▸ **WHAT YOU WILL DO**: Return only what lies between the first line of the entries and the line containing "I am building", both lines included.

▸ **EXTRACTED MATERIAL**:
┄┄┄┄┄┄

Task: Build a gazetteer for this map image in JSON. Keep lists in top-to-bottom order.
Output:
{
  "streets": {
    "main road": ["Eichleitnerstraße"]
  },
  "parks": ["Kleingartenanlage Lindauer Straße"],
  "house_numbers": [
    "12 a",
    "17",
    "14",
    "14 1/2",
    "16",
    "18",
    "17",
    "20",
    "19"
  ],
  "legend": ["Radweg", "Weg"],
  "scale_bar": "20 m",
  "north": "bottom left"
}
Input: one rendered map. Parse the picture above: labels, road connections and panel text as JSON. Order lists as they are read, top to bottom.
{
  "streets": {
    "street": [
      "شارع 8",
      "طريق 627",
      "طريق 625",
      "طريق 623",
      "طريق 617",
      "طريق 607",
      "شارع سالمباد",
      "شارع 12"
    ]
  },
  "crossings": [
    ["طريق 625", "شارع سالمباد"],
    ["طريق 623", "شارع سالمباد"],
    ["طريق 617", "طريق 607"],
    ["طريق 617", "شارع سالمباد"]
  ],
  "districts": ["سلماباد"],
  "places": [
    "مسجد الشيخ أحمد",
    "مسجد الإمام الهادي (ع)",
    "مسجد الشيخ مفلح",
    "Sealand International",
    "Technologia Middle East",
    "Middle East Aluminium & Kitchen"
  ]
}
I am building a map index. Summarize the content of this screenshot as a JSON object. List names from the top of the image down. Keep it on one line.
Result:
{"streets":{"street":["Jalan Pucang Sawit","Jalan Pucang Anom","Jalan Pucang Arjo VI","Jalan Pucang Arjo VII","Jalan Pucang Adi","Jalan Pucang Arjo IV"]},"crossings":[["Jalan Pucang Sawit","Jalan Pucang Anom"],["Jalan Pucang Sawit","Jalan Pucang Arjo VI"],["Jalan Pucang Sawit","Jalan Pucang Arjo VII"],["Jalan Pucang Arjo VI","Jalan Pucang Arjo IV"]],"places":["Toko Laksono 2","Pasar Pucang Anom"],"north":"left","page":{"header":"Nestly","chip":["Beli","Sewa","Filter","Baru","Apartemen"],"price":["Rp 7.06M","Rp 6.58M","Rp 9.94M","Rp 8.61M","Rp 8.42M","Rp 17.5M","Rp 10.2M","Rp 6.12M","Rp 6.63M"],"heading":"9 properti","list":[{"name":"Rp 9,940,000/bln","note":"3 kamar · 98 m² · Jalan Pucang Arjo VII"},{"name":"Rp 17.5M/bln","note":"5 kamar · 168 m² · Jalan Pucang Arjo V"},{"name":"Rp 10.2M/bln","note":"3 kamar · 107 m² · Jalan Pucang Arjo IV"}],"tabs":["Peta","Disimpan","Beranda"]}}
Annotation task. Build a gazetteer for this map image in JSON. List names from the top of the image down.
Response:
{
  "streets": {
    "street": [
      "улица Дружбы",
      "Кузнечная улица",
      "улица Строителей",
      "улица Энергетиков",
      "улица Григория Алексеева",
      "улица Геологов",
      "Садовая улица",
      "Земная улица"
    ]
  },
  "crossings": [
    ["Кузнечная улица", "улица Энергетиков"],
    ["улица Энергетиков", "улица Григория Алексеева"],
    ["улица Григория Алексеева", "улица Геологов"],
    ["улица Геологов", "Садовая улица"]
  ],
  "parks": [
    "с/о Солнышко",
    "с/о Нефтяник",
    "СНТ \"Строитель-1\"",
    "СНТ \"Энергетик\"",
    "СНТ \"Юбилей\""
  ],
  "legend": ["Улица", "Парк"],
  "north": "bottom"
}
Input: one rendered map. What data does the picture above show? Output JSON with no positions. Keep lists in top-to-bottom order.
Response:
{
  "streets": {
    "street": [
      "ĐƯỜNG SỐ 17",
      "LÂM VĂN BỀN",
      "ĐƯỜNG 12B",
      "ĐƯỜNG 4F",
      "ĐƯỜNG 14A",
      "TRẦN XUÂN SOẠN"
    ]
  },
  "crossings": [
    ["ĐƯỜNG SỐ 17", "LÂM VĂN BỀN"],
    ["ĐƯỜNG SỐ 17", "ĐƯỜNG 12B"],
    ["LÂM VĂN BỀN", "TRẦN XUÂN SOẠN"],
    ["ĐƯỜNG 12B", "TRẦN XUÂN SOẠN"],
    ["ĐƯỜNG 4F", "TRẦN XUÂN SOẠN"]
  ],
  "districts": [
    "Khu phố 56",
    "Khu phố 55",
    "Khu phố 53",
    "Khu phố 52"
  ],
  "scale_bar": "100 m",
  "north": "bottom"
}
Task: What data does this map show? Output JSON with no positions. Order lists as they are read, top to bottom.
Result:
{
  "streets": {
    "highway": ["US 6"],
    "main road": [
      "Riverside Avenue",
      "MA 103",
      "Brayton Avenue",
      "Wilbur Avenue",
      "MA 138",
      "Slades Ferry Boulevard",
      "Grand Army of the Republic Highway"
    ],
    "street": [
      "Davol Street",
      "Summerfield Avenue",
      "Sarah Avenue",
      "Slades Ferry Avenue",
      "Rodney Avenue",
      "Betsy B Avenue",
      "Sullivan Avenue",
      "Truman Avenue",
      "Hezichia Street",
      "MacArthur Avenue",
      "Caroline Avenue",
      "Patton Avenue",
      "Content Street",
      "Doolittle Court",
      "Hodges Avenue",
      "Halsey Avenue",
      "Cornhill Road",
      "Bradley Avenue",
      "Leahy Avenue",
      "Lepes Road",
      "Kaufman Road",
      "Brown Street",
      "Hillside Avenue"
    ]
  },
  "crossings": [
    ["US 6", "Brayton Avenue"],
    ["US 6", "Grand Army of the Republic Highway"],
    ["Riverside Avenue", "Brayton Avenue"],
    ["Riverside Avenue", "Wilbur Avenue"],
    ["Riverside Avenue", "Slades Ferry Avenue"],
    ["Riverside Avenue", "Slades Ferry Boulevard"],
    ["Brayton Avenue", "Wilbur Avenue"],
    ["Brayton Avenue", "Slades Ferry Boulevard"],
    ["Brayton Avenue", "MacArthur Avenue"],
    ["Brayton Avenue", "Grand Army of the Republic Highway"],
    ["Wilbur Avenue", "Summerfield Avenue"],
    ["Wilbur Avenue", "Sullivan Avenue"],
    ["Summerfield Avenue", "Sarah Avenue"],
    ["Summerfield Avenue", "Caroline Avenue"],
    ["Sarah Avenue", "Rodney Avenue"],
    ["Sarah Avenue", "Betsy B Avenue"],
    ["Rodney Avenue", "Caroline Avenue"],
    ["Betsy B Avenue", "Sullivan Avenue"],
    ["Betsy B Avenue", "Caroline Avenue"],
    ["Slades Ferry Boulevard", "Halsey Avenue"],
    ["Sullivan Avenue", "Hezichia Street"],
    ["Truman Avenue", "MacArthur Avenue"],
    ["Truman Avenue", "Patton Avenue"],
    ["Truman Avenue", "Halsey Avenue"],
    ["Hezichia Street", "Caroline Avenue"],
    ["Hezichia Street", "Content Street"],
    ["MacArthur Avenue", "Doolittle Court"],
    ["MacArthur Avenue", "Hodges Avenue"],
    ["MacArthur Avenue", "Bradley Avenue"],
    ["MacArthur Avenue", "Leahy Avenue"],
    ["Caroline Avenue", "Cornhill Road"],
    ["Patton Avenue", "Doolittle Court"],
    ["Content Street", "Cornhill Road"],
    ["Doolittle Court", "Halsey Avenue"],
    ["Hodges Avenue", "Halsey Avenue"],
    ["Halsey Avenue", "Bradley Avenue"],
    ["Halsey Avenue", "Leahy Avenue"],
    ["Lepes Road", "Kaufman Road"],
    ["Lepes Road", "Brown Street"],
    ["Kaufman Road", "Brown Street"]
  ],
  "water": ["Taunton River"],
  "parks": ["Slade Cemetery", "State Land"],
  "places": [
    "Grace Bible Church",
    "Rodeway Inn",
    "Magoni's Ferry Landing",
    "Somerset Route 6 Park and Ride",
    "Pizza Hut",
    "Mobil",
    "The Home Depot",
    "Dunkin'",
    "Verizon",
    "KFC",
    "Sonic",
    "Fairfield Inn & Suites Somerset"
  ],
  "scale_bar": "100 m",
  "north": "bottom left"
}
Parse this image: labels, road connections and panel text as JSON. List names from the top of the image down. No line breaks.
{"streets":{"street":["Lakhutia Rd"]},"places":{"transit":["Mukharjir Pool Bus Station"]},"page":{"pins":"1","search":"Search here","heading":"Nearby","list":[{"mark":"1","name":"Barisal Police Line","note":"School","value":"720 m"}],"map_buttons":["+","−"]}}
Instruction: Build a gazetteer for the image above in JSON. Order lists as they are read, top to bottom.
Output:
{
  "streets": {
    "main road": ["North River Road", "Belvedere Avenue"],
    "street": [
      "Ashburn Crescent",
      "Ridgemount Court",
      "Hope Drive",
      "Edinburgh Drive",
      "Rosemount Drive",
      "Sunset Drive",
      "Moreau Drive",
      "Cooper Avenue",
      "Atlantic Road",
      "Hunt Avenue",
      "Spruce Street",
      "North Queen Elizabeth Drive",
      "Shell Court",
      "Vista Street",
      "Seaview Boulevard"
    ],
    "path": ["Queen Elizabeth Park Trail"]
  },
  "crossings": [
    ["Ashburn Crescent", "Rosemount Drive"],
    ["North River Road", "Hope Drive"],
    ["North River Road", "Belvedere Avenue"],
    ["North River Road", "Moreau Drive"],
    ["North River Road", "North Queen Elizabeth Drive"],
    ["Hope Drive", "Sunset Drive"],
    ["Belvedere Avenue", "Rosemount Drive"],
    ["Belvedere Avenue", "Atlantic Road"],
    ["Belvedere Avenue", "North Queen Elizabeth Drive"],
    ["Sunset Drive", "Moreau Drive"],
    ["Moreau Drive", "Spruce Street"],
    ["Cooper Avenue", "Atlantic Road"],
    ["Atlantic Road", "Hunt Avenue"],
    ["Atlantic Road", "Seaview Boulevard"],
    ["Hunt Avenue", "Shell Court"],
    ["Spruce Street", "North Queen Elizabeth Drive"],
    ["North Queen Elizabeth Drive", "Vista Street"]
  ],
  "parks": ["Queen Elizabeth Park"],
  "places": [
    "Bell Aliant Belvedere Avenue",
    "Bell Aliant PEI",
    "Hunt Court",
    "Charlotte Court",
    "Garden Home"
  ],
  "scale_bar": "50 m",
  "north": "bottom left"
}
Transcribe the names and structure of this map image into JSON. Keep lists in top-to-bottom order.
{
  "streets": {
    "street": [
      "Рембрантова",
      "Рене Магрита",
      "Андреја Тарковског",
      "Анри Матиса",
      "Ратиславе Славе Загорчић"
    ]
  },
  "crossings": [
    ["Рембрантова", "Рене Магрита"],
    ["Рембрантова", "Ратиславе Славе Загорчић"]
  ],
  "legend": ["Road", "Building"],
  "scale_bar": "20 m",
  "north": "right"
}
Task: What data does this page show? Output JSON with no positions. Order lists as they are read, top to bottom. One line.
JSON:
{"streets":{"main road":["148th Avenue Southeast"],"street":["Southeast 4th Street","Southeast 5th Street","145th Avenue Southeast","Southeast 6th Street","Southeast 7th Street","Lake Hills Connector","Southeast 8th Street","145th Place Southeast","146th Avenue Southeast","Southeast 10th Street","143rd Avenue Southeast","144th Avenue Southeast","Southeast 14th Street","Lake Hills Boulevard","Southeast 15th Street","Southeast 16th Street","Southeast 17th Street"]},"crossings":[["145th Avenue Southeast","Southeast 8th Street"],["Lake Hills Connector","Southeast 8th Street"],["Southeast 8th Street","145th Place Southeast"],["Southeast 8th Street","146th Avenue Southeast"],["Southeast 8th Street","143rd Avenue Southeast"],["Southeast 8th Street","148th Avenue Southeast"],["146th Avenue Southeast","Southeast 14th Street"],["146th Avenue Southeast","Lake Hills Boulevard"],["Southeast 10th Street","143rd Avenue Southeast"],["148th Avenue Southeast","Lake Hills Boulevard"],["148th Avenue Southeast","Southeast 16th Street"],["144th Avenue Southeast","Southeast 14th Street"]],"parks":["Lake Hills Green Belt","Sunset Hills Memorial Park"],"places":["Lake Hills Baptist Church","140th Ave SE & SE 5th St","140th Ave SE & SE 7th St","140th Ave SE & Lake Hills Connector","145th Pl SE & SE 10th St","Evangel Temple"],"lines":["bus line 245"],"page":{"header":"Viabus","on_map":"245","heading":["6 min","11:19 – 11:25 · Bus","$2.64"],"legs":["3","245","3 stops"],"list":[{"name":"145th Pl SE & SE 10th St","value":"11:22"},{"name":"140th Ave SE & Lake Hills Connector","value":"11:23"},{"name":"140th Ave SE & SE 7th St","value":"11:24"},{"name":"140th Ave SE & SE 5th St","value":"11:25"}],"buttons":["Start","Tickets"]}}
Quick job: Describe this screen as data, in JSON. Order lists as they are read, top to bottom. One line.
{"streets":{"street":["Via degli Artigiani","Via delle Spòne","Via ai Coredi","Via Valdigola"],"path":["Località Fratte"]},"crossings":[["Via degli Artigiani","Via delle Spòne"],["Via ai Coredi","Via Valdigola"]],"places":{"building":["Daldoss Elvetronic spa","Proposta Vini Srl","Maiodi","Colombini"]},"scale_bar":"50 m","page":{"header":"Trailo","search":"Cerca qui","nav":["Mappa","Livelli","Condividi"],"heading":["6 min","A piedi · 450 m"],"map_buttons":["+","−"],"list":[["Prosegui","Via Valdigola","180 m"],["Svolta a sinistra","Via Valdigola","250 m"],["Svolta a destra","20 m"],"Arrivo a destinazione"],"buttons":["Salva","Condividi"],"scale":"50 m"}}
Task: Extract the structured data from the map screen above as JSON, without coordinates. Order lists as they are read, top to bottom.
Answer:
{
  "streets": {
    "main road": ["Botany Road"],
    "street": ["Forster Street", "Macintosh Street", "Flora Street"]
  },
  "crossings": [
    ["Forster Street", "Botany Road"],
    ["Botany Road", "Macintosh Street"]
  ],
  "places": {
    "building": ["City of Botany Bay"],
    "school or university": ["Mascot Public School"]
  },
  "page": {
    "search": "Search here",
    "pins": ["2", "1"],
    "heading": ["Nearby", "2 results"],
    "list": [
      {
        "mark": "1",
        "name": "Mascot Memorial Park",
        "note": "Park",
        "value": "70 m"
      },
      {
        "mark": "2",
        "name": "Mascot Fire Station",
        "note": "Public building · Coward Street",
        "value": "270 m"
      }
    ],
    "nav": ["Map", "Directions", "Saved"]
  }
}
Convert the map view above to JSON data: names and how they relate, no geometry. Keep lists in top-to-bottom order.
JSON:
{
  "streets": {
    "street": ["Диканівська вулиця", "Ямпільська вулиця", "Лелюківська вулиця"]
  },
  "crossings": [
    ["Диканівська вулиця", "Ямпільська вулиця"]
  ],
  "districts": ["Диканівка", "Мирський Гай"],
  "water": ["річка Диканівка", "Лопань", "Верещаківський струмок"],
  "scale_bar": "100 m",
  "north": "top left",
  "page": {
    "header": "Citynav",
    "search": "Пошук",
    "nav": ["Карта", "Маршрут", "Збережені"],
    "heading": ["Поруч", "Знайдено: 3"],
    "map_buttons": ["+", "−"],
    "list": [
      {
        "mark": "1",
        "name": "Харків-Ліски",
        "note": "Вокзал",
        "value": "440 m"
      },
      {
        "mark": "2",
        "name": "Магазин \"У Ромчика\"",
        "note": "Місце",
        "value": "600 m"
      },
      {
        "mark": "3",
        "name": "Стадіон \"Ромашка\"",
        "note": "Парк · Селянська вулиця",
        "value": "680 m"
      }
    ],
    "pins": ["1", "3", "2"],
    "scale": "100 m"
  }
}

┄┄┄┄┄┄

▸ **ANSWER BOX**:
Task: Build a gazetteer for this map image in JSON. Keep lists in top-to-bottom order.
Output:
{
  "streets": {
    "main road": ["Eichleitnerstraße"]
  },
  "parks": ["Kleingartenanlage Lindauer Straße"],
  "house_numbers": [
    "12 a",
    "17",
    "14",
    "14 1/2",
    "16",
    "18",
    "17",
    "20",
    "19"
  ],
  "legend": ["Radweg", "Weg"],
  "scale_bar": "20 m",
  "north": "bottom left"
}
Input: one rendered map. Parse the picture above: labels, road connections and panel text as JSON. Order lists as they are read, top to bottom.
{
  "streets": {
    "street": [
      "شارع 8",
      "طريق 627",
      "طريق 625",
      "طريق 623",
      "طريق 617",
      "طريق 607",
      "شارع سالمباد",
      "شارع 12"
    ]
  },
  "crossings": [
    ["طريق 625", "شارع سالمباد"],
    ["طريق 623", "شارع سالمباد"],
    ["طريق 617", "طريق 607"],
    ["طريق 617", "شارع سالمباد"]
  ],
  "districts": ["سلماباد"],
  "places": [
    "مسجد الشيخ أحمد",
    "مسجد الإمام الهادي (ع)",
    "مسجد الشيخ مفلح",
    "Sealand International",
    "Technologia Middle East",
    "Middle East Aluminium & Kitchen"
  ]
}
I am building a map index. Summarize the content of this screenshot as a JSON object. List names from the top of the image down. Keep it on one line.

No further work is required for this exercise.